A lot of us are excited that Fables of the Reconstruction -- R.E.M.'s most poetic and mysterious album -- has just gotten a deluxe reissue complete with remaster and new material. Much of the weird, echoey Southern Gothic mojo on that 1985 album came from Britfolk producer Joe Boyd, and I'm reminded how great Boyd's memoir of the '60s and early '70s, White Bicycles, is.
In fact. I will second the statement of Brian Eno, who calls it "a gripping piece of social history and the best book about music I've read in years."
I knew Boyd's name for his work with Fairport Convention, Richard Thompson, Vashti Bunyan and Nick Drake. Boyd was an American college boy who went London while very young and helped invent British folk rock. He met Drake when the sad poet was a lost Cambridge student. He also ran the London psychedelic club UFO which helped birth Pink Floyd.
What I hadn't known was that Boyd got his start as a teenager -- whose friends had discovered that the great Lonnie Johnson was working as a cook in a Philadelphia hotel, tracked him down and invited him to play a house party in Princeton before they left for college.
Within a few years he was accompanying Muddy Waters and Coleman Hawkins through Europe as part of the early '60s boom in blues festivals... And Boyd became stage manager for the 1965 Newport Folk Festival at which Dylan notoriously plugged in. The book puts him close to much of the action, in a kind of Zelig-like way.
Of course, all of this would be a kind of glorified name-dropping if Boyd could not write and observe so well. White Bicycles is as good a document as I know on the social revolution of the '60s -- the utopian dreams and musical possibilities as well as the drug casualties and damage done by kook religions.

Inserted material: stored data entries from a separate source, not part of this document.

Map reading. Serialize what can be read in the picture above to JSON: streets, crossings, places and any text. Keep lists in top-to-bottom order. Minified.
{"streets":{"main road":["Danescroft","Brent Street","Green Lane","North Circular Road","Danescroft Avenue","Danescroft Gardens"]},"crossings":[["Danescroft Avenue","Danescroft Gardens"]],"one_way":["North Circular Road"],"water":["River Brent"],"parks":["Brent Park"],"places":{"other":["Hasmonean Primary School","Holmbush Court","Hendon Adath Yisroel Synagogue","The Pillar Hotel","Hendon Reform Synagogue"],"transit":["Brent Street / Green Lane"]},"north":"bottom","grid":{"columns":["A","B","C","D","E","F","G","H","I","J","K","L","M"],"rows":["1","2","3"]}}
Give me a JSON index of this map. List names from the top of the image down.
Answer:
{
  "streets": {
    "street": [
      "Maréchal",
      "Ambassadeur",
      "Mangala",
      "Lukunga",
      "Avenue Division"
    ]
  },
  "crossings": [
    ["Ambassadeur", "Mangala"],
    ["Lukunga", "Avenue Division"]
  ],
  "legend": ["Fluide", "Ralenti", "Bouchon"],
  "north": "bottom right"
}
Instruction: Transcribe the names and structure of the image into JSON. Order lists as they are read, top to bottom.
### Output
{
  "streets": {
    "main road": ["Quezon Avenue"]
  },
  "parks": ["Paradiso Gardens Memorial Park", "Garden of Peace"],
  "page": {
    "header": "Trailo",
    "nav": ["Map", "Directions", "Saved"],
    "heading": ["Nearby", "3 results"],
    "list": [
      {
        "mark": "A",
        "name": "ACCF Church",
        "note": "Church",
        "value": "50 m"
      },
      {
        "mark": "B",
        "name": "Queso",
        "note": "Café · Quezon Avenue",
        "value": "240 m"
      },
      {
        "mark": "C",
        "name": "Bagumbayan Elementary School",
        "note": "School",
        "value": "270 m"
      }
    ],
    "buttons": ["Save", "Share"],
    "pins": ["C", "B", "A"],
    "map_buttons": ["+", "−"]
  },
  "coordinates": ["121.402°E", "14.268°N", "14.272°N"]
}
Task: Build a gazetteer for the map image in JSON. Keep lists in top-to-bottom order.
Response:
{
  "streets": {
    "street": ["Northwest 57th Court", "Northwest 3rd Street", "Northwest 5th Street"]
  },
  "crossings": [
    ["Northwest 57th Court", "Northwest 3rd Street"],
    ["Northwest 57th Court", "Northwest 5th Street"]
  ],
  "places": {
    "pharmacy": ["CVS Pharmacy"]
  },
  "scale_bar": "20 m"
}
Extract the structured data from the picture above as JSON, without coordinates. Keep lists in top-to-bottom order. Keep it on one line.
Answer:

In any case, here is one book where I am quite eager for the sequel.
Let me close with Fables for a second. This was the first R.E.M. record whose release I was aware of -- and I remember the bizarre, muted beauty of songs like "Green Grow the Rushes" and "Maps and Legends" on the local alternative radio station, and the weirdly understated video for "Driver 8." It was around time I started to open my own taste up from the steady and fervent diet of Beatles-Stones-Dylan to the music of my own time.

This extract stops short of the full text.